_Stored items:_
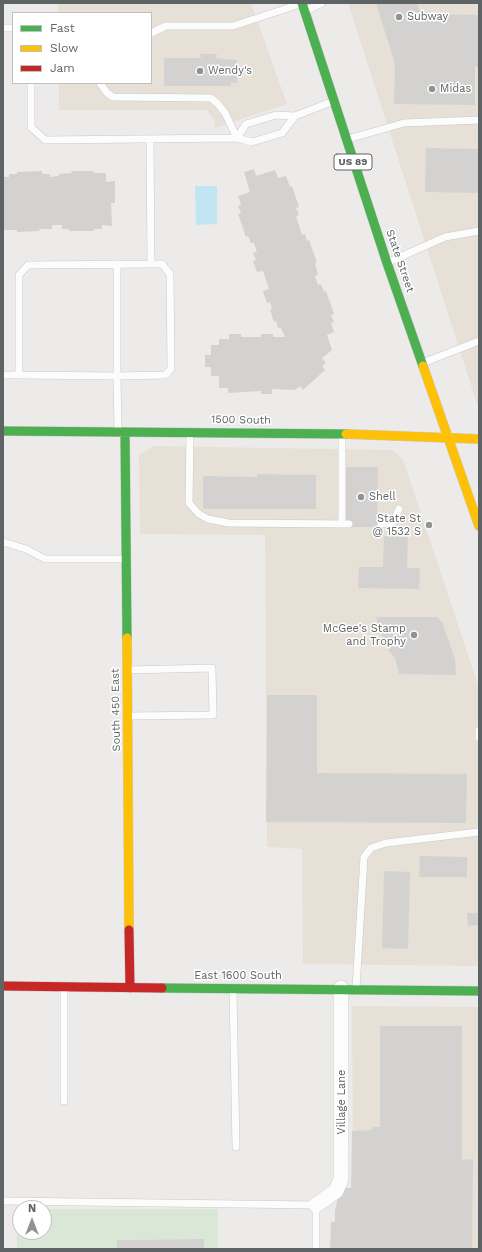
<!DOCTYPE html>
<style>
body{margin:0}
#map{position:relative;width:482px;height:1252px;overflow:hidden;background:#edebe9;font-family:"Work Sans",sans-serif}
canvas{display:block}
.frame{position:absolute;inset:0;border:4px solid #5e6365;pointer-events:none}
.legend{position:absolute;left:12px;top:12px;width:140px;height:72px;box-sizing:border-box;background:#fff;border:1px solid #bfc1c1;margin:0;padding:5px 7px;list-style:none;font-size:12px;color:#5e6365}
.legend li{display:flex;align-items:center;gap:8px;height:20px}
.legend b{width:20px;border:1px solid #bfc1c1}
.north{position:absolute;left:12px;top:1200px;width:40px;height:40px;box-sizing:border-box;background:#fff;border:1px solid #bfc1c1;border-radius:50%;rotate:0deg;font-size:11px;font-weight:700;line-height:16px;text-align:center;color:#5e6365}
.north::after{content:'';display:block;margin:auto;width:14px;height:18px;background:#909393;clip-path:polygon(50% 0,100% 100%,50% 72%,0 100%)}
</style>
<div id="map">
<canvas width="482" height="1252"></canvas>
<div class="frame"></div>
<ul class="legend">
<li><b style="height:5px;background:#4caf50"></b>Fast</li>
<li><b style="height:5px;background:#ffc107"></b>Slow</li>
<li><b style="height:5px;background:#c62828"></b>Jam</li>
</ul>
<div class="north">N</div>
</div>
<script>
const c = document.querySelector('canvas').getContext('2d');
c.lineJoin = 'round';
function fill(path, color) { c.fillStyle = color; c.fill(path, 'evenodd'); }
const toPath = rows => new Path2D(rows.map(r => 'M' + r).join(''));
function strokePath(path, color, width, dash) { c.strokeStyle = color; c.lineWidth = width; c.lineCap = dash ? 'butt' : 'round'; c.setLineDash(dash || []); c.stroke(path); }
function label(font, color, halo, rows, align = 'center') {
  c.font = font + ' "Work Sans",sans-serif'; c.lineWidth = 3; c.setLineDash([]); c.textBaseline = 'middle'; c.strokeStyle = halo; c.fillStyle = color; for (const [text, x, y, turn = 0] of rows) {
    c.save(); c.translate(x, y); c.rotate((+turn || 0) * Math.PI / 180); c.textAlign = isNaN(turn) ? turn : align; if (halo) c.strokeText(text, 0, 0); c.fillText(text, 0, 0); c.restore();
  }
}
const commercial = toPath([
 [58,3,251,3,287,104,215,128,214,120,207,110,59,110,59,83,151,83,151,13,58,13],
 [348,3,479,3,479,410],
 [154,446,392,450,403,459,479,688,479,966,303,964,302,849,267,847,265,535,140,534,139,455],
 [352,1006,479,1007,479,1249,338,1249,353,1186]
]);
const green = toPath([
 [16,1209,20,1209,20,1232,44,1232,44,1209,218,1209,218,1249,204,1249,204,1239,117,1240,117,1249,17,1249]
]);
const water = toPath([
 [195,186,217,186,217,224,196,225]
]);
const building = toPath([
 [376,3,417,3,421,14,479,15,479,67,475,67,475,105,394,104,395,64],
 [200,54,217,54,216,58,237,60,237,83,231,83,231,86,164,86,164,58,201,58],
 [426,148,479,149,479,193,425,192],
 [254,169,256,176,275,170,278,178,286,176,290,187,292,186,299,207,296,208,299,215,296,216,302,235,305,234,307,241,309,240,317,263,315,263,318,275,315,276,318,285,321,284,324,292,326,291,334,314,331,315,334,322,331,323,334,332,327,335,332,350,322,358,326,363,322,366,325,370,303,390,300,386,295,390,272,389,272,394,261,394,261,391,228,393,228,388,219,388,219,376,211,376,211,367,205,367,205,355,211,355,211,345,219,345,219,339,229,339,229,334,241,334,241,337,261,337,261,334,273,334,273,337,285,337,281,328,278,328,276,321,274,322,270,310,272,309,270,302,267,303,263,291,269,289,263,271,257,272,253,261,256,260,253,253,257,252,254,243,251,243,248,236,246,237,238,214,241,213,238,206,241,204,238,196,250,192,244,172],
 [42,171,42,174,50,174,50,177,59,176,59,174,72,173,71,171,94,171,94,173,106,173,106,182,115,181,115,203,111,203,112,226,102,225,102,229,94,229,94,231,69,231,69,229,62,229,62,225,52,225,52,229,39,229,40,231,17,232,17,230,4,230,3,177,9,177,9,174,17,174,17,172],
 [345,467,378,467,377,527,345,527],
 [257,474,316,475,316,509,203,509,203,476,257,477],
 [384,536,408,537,407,568,420,568,419,589,358,588,359,567,383,567],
 [376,617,437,617,442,622,455,659,456,675,399,674,395,658,386,647],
 [267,695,317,695,317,773,467,774,466,823,266,822],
 [420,856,467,857,467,877,419,877],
 [384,871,410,872,408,949,382,948],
 [467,913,479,913,479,925,468,926],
 [380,1026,462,1026,462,1160,473,1159,472,1249,330,1249,331,1222,335,1222,335,1211,340,1188,351,1188,352,1131,372,1130,373,1127,380,1127],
 [204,1239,204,1249,117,1249,117,1240]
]);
const lane = toPath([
 [307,10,322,3],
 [3,28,13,28],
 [151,33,166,26,233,26,300,4],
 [31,83,31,127,45,140,237,138,252,142,282,133,295,116],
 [100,83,107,93,113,97,211,98,218,104,225,113,237,138],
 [237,138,246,124,276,115,295,116,331,102],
 [348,139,404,123,479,120],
 [389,262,445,237,479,231],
 [117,264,117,376,165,375,171,369,170,274,162,264,151,264],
 [425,362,479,341],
 [3,375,19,375],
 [118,431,117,376,19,375,19,275,28,265,151,264,150,139],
 [190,433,189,503,199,514,208,519,229,523,349,524],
 [342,436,342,524],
 [381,524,393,522,399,509],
 [3,542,26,549,45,559,124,559],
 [129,670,212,668,213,715,130,716],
 [479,730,479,738],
 [356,988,364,857,371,848,386,843,479,832],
 [233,990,236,1147],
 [64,1101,64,988],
 [3,1201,316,1205,316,1249]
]);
const street = toPath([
 [316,1205,336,1191,341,1179,341,988]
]);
const fast = toPath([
 [302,3,387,263,423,366],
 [3,431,346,434],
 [125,432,127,638],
 [162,988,479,991]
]);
const slow = toPath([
 [423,366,479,526],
 [346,434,479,439],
 [127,638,129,930]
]);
const jam = toPath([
 [129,930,130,988],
 [3,986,162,988]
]);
const markers = [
 [399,17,4,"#909393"],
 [200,71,4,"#909393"],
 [432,89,4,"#909393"],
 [361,497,4,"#909393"],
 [429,525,4,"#909393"],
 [414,635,4,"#909393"]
];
const shields = [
 [353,162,38]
];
const shieldNames = [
 ["US 89",353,162]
];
const poiNames = [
 ["Subway",407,17],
 ["Wendy's",208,71],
 ["Midas",440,89],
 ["Shell",369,497],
 ["State St",421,519,"right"],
 ["@ 1532 S",421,532,"right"],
 ["McGee's Stamp",406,629,"right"],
 ["and Trophy",406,642,"right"]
];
const streetNames = [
 ["State Street",400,261,71],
 ["1500 South",241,420,1],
 ["South 450 East",116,710,-91],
 ["East 1600 South",238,976],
 ["Village Lane",342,1102,-90]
];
fill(commercial, '#e6e0d7');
fill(green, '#dae7d6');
fill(water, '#c2e5f2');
fill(building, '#d4d2d1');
strokePath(lane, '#cac9c8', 8);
strokePath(street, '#cac9c8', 16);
strokePath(fast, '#c9c9c9', 10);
strokePath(slow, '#c9c9c9', 10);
strokePath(jam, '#c9c9c9', 10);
strokePath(lane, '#fcfcfc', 7);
strokePath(street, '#fcfcfc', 15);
strokePath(fast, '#4caf50', 9);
strokePath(slow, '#ffc107', 9);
strokePath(jam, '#c62828', 9);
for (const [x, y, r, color] of markers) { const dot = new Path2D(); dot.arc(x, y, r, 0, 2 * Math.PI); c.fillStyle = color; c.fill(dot); strokePath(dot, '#fff', 1.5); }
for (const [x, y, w] of shields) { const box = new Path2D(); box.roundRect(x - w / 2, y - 8, w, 16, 3); c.fillStyle = '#fff'; c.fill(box); strokePath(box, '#5e6365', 1); }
label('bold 10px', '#5e6365', null, shieldNames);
label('11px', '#5e6365', '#fff', poiNames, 'left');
label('11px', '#5e6365', '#fff', streetNames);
</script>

_TASK DESCRIPTION:_
The expected answer is each line of the records above that includes the string "turn".

_SOLVED PROBLEM:_
  c.font = font + ' "Work Sans",sans-serif'; c.lineWidth = 3; c.setLineDash([]); c.textBaseline = 'middle'; c.strokeStyle = halo; c.fillStyle = color; for (const [text, x, y, turn = 0] of rows) {
    c.save(); c.translate(x, y); c.rotate((+turn || 0) * Math.PI / 180); c.textAlign = isNaN(turn) ? turn : align; if (halo) c.strokeText(text, 0, 0); c.fillText(text, 0, 0); c.restore();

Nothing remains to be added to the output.